Un soir de janvier 2015, en retard sur une commande, un scooter en livrée noire et blanche déboule plein gaz sur le boulevard du Montparnasse. L’engin virevolte entre les taxis à 65km/h, évite un Noctilien de justesse avant de passer allègrement au rouge. Un piéton déjà engagé l’insulte, le pilote l’ignore. Poignet dans l’angle, genou à terre, le scooter s’engage en trombe dans la rue de Sèvres. Le pot frotte l’asphalte, les étincelles jaillissent. Hugo jubile. Les california rolls sont méconnaissables et la sauce soja s’écoule du top-case, mais lui se sent terriblement en vie. Dans le 15e arrondissement désert, il se lâche. Trottoirs, contresens, dérapages, feux oranges « bien mûrs », tout y passe. Et lorsqu’une grosse cylindrée blanche vient se ranger à côté de lui à l’angle de la rue de Lourmel, il s’imagine déjà en garde à vue.
Vincent Thommeret, fraîchement nommé directeur Yamaha France, l’a pris en chasse depuis quelques rues déjà. Sans un mot, il tend sa carte au jeune homme livide, et repart à fond de 3ème dans la nuit. A partir de là, tout s’enchaîne encore plus vite qu’une série de feux rouges un soir de 14 juillet. Essais, apprentissage accéléré, qualifications. Deux mois plus tard, Hugo plaque définitivement son Peugeot Ludix débridé pour un prototype de 1100 cm3. Botte secrète de Vincent Thommeret pour la saison à venir, celui-ci couve jalousement son poulain. « Il a un style bien à lui, tout en prise de risques complètement irresponsables.

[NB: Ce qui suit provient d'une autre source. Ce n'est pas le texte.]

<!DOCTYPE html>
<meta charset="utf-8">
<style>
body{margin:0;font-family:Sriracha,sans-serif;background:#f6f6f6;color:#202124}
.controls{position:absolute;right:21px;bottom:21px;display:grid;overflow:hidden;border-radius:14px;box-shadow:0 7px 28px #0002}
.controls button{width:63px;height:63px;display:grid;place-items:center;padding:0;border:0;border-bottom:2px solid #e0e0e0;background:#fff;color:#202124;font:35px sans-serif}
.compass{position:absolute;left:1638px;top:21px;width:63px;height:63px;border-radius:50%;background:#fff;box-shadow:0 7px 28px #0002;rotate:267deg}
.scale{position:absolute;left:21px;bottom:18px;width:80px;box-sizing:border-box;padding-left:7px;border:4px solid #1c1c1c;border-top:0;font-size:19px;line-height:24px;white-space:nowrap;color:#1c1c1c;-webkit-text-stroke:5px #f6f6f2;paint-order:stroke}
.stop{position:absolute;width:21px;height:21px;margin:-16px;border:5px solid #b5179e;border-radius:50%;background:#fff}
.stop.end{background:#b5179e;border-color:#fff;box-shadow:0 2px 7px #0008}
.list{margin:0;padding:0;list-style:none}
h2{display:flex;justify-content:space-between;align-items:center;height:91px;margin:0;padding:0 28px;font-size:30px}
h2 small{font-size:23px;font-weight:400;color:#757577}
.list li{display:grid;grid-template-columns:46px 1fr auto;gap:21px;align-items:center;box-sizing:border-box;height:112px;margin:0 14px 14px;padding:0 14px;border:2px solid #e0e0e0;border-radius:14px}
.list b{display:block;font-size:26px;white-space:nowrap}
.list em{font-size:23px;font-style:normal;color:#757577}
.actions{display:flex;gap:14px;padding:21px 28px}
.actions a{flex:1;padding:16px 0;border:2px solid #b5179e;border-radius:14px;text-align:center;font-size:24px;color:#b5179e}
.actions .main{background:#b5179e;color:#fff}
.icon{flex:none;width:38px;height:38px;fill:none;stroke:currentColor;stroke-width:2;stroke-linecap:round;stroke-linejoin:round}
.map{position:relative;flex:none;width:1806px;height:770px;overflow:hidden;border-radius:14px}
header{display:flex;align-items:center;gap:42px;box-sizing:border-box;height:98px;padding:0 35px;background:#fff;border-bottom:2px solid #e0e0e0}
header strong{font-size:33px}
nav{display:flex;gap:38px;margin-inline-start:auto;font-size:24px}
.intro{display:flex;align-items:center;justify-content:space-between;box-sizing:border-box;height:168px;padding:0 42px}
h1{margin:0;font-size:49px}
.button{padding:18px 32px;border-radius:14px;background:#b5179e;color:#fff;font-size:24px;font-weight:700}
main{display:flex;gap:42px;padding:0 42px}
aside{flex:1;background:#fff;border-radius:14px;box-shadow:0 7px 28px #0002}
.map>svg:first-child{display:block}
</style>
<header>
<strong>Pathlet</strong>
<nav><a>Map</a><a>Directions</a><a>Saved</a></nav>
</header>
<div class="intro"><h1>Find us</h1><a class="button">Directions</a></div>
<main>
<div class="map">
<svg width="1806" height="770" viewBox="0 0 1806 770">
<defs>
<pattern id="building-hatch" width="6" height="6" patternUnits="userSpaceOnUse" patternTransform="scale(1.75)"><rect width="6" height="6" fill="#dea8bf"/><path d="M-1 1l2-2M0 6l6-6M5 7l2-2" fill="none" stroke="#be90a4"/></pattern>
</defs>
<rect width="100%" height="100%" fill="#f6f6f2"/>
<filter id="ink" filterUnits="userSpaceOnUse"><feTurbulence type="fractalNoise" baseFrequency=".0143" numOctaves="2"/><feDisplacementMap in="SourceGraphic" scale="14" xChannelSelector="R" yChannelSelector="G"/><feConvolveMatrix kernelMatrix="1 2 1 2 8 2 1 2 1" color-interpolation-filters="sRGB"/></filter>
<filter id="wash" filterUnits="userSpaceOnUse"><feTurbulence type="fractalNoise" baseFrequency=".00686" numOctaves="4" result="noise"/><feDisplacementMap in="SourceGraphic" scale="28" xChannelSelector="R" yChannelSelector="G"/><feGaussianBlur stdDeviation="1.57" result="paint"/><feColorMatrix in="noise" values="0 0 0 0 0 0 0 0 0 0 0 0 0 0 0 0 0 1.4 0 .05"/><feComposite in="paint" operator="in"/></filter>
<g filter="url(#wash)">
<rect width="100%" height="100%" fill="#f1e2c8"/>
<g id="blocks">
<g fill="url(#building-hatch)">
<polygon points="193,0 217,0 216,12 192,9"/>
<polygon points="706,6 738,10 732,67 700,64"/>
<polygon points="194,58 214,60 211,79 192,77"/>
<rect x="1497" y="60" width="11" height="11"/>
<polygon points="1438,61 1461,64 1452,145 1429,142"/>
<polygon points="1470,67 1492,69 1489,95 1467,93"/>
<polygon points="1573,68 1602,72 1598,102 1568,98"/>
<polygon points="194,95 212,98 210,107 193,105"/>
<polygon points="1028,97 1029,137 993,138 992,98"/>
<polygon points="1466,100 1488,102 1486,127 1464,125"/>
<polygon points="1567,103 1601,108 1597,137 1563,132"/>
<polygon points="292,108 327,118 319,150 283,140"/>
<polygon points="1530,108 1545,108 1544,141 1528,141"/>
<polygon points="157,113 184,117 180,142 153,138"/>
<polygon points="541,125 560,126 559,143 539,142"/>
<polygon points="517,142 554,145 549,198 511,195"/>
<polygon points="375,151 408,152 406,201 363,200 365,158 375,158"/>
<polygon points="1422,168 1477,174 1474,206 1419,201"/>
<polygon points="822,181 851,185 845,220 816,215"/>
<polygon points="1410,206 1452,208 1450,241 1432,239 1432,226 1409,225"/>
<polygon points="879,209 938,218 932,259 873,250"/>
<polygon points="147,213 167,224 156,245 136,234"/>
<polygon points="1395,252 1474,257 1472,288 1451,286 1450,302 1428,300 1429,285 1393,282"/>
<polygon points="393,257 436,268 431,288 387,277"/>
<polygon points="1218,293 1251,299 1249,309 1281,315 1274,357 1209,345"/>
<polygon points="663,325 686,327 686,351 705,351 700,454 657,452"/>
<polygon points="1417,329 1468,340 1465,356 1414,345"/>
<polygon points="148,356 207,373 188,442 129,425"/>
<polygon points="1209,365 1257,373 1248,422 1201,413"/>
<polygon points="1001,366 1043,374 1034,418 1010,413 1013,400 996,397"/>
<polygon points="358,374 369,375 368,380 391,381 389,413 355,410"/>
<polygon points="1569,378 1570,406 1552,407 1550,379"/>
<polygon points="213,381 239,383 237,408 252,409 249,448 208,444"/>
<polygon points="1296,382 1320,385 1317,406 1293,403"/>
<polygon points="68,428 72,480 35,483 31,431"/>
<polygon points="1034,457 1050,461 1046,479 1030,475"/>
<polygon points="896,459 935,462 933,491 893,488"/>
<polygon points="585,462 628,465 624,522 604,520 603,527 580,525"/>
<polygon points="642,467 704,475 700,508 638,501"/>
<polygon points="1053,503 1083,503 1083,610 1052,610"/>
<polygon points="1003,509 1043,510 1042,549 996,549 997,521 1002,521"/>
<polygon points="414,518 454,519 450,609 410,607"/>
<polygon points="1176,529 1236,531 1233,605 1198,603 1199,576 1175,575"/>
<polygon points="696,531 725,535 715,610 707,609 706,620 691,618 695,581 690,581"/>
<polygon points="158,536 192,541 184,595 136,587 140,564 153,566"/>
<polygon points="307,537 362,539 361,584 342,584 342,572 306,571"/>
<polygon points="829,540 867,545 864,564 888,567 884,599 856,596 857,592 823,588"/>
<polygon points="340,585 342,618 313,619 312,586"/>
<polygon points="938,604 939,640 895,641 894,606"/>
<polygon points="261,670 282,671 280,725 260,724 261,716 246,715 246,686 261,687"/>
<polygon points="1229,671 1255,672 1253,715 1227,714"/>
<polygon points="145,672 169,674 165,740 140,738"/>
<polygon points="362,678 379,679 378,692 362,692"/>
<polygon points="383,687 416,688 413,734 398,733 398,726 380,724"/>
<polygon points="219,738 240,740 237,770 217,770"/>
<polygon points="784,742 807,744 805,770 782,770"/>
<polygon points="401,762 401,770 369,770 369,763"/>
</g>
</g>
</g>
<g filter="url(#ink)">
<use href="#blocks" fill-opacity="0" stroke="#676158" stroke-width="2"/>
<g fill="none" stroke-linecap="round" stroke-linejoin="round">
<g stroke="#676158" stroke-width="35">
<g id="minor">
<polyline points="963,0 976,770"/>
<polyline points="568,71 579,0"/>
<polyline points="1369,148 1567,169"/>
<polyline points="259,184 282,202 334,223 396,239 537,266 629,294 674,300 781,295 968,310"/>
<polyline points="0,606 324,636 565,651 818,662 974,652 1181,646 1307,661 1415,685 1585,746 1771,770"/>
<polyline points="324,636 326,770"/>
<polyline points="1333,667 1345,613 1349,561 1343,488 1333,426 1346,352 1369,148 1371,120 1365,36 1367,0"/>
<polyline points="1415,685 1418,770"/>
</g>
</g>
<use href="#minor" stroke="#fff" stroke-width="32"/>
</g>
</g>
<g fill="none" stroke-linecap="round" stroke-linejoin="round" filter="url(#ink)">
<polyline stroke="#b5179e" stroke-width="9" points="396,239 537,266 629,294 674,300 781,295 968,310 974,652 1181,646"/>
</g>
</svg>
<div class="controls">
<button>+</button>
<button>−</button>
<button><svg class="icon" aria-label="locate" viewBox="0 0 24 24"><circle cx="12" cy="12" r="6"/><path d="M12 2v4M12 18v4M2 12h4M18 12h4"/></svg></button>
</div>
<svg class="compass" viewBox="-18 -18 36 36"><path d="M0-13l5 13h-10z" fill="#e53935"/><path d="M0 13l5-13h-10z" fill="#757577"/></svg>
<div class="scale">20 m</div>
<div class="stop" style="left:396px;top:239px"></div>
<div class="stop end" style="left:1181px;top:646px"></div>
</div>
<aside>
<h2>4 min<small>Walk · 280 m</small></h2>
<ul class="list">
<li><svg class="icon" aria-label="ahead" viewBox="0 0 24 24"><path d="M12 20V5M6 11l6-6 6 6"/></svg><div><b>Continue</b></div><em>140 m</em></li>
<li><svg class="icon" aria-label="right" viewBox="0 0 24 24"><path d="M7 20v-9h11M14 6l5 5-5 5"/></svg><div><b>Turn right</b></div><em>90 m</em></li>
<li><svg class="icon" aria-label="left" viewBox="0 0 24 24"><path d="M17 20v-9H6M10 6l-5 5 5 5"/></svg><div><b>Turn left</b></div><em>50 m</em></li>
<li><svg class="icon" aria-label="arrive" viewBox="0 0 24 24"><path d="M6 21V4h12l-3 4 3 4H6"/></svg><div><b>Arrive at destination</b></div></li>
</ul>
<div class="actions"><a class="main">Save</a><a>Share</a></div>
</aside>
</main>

Du coup les autres coureurs préfèrent le laisser passer », confie-t-il. « Ses années Sushi Shop ont constitué une formation inestimable ».
Pas de permis de conduire, uniquement un BSR acheté à la sauvette en 2007
14 courses plus tard, le team Yamaha France caracole en tête du GP 2015. Surnommé « le kamikaze » en référence à son CV, Da Costa s’est rapidement imposé comme une pièce maîtresse de l’écurie – en dépit des réticences de la Fédération quant au fait qu’il ne possède pas de permis de conduire, seulement un BSR acheté Porte de Clignancourt en 2007.
Malgré les succès, le futur champion n’oublie pas ses origines. Avant la fin d’une carrière qu’il craint courte, il aimerait même combiner les deux mondes en créant une entreprise de coursiers en Ducati de 190 chevaux.
Et quand on lui rappelle que la vitesse est limitée à 50km/h en ville, il se contente d’hausser les épaules en souriant d’un air gourmand.